→ **Data to process**:
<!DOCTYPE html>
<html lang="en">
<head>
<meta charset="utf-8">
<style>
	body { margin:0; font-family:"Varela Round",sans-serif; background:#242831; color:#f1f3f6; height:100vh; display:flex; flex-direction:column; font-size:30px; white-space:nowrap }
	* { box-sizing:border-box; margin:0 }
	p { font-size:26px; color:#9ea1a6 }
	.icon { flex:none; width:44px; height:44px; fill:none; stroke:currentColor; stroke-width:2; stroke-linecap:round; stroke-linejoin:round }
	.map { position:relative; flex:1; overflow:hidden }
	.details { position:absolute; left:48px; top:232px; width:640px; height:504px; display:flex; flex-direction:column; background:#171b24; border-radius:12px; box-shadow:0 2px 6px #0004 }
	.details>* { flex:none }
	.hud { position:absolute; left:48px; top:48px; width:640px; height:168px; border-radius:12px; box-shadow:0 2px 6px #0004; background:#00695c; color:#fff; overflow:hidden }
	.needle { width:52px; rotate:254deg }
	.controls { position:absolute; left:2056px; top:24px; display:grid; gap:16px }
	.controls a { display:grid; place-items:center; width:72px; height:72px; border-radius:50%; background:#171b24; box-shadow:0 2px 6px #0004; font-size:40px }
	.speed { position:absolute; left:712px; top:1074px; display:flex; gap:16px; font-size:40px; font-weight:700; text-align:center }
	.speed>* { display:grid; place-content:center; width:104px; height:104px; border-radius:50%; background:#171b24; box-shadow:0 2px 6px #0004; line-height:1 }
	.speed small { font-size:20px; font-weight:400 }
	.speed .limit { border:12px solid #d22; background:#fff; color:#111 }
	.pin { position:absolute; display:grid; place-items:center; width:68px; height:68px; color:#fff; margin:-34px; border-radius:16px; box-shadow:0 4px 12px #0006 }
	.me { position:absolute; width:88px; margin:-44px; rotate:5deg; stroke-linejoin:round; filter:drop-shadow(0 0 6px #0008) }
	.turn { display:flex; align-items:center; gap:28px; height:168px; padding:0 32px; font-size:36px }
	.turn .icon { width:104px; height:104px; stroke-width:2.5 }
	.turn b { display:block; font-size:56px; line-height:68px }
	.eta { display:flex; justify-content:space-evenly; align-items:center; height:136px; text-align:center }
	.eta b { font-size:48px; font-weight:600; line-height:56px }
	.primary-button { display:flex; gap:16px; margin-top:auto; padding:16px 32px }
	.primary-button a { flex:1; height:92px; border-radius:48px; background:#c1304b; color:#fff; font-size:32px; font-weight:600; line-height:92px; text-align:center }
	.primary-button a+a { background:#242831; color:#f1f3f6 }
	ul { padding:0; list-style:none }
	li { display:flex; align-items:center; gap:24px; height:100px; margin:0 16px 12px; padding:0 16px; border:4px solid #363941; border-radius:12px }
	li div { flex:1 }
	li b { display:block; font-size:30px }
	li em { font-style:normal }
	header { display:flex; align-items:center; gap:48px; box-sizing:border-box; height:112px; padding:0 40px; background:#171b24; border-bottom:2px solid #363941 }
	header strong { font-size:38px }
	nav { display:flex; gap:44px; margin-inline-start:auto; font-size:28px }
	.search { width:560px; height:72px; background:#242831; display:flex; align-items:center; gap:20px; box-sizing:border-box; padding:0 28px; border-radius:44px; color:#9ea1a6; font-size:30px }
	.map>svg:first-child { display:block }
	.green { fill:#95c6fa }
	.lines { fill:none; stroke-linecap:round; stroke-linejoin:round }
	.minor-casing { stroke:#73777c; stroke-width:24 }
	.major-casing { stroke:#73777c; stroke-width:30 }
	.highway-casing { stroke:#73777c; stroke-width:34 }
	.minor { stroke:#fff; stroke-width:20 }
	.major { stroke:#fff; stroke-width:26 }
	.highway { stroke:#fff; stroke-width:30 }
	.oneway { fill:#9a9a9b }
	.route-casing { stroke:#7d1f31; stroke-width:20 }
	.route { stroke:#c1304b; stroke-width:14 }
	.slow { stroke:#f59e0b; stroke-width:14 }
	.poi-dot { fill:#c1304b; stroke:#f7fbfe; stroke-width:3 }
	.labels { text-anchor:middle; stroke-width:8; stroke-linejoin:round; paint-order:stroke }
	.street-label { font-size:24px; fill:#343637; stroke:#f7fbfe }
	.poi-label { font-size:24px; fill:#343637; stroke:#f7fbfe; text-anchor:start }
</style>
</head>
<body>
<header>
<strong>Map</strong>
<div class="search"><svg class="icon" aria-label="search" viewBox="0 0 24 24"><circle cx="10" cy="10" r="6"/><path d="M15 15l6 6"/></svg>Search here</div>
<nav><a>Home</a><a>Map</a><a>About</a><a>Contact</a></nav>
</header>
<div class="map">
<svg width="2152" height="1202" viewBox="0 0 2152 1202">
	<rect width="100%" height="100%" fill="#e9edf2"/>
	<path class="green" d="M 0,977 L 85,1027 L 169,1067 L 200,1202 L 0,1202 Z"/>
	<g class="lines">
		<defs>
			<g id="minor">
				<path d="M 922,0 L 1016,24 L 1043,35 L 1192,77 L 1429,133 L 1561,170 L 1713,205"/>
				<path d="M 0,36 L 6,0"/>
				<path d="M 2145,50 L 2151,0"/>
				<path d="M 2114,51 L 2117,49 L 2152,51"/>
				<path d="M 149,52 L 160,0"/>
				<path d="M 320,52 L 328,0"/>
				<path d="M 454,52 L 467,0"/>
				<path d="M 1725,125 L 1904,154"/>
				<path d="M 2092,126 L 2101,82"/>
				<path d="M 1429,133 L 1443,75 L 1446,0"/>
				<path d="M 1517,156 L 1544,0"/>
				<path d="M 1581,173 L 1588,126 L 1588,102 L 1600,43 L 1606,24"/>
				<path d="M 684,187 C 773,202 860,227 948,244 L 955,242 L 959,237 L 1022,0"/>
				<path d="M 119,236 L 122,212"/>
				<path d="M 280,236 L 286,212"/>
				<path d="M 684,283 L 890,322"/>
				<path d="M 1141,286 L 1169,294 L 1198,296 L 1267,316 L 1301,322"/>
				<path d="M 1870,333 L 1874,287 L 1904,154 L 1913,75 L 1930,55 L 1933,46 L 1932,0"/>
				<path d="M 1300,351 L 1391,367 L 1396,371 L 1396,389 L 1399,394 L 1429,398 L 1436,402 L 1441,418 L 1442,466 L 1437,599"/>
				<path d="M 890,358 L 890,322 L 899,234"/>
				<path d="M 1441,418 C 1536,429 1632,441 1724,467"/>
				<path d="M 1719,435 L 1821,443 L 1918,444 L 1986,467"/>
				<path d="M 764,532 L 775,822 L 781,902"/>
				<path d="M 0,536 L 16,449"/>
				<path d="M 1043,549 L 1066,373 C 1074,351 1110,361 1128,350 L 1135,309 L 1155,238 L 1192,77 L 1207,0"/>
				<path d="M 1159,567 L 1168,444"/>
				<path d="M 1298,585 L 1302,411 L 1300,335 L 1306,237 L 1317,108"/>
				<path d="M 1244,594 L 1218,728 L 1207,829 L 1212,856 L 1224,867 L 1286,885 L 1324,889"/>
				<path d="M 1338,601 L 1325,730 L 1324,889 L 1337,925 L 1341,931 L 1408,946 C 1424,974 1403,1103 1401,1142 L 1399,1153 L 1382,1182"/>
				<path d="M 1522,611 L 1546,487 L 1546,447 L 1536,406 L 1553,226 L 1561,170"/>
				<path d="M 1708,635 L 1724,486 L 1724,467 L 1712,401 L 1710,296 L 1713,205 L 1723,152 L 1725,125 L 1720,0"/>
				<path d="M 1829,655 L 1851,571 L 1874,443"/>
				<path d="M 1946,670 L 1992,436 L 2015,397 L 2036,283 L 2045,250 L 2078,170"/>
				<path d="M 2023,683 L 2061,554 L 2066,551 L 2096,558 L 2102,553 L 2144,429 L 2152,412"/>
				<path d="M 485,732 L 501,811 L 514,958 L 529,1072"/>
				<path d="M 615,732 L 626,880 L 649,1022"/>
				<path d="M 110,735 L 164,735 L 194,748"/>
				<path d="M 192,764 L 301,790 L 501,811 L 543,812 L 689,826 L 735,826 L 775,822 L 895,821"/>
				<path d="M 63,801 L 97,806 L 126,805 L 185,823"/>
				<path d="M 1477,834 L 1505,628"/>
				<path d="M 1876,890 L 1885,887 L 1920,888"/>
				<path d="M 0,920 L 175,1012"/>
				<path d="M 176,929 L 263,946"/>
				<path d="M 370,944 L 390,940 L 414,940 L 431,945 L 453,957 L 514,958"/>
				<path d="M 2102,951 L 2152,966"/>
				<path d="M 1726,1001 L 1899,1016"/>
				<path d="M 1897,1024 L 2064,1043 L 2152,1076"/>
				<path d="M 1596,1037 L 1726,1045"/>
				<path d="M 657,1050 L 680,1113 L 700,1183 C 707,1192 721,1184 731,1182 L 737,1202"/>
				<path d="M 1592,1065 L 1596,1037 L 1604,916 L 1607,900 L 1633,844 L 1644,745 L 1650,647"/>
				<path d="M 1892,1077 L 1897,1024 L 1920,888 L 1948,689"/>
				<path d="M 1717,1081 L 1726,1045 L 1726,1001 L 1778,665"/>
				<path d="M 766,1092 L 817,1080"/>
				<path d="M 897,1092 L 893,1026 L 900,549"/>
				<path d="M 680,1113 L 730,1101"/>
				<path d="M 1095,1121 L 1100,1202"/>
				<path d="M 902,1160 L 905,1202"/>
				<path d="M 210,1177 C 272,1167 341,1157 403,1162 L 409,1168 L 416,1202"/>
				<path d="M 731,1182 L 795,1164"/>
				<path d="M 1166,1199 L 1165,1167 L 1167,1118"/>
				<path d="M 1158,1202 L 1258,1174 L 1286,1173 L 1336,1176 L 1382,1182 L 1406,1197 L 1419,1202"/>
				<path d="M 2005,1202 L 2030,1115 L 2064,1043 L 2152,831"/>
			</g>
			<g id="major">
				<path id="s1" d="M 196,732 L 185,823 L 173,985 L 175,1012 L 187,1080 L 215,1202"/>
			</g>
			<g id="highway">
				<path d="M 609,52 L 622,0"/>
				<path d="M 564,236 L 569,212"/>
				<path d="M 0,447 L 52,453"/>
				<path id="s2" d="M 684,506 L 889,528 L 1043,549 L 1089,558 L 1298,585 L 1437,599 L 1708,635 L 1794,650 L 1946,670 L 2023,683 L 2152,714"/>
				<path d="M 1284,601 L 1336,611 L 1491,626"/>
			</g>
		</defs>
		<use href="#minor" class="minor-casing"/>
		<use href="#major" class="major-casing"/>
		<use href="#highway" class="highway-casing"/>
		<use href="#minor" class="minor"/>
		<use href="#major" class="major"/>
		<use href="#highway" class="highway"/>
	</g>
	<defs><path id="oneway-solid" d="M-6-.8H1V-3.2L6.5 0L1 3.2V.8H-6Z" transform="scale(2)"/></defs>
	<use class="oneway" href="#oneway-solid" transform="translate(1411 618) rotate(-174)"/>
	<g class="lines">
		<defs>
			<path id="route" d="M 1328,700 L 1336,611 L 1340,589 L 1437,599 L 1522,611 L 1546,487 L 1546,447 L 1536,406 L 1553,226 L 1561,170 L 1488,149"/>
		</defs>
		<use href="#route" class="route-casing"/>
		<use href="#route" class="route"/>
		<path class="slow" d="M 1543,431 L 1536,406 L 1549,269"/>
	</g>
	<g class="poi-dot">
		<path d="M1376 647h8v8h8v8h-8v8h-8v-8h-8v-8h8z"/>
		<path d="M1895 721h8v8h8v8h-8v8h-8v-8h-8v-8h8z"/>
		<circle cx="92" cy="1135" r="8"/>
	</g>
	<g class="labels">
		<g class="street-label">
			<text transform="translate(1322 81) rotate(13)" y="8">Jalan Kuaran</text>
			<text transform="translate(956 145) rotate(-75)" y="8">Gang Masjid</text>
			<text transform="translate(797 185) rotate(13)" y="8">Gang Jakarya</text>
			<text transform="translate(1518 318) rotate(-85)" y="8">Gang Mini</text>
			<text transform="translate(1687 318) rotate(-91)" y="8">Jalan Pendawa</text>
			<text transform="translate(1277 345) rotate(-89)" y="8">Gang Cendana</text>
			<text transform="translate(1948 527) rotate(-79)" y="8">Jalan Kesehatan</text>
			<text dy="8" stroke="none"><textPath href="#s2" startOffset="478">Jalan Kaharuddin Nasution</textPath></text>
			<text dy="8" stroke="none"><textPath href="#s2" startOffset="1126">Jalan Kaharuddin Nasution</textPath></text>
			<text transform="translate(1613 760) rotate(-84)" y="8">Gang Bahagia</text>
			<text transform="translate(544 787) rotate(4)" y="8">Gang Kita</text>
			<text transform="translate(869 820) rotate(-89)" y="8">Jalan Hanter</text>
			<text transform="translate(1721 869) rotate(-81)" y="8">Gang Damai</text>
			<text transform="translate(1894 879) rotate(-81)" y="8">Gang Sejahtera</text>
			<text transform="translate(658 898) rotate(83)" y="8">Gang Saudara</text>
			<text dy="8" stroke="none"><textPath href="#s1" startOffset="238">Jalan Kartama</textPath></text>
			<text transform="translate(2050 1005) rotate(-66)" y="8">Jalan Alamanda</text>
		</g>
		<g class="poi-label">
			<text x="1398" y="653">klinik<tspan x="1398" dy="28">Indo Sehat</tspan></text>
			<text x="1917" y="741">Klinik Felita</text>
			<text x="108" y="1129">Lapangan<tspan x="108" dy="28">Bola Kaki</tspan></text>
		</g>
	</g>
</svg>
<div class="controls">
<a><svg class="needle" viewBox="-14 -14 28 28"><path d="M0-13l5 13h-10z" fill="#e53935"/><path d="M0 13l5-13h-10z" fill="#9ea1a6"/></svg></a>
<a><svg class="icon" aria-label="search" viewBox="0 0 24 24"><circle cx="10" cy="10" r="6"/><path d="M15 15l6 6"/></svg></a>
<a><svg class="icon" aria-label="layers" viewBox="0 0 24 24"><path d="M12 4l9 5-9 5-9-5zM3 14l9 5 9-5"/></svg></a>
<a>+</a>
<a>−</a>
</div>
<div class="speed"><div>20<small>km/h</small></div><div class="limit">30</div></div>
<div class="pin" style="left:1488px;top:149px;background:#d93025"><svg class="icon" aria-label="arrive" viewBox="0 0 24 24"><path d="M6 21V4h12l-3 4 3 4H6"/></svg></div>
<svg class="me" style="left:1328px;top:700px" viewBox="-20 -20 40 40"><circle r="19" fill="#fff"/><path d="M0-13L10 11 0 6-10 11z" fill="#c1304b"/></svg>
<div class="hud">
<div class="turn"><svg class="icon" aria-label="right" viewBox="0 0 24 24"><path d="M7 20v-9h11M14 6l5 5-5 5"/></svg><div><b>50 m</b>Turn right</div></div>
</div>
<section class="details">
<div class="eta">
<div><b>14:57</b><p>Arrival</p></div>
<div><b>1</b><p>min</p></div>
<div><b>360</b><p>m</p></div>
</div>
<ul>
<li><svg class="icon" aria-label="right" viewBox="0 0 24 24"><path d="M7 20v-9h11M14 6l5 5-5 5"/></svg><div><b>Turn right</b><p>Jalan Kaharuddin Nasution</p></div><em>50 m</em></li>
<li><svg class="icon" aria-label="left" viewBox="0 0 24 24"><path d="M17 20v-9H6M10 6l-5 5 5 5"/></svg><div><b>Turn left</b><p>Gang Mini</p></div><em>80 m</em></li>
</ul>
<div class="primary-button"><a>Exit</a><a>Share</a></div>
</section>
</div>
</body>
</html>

→ **Exercise requirements**: Give again, unchanged, the lines running from the top of the material above through the line that has "background:#242831; color:#f1f3f6; height:100vh;", and nothing more.

→ **Solution for this task**:
<!DOCTYPE html>
<html lang="en">
<head>
<meta charset="utf-8">
<style>
	body { margin:0; font-family:"Varela Round",sans-serif; background:#242831; color:#f1f3f6; height:100vh; display:flex; flex-direction:column; font-size:30px; white-space:nowrap }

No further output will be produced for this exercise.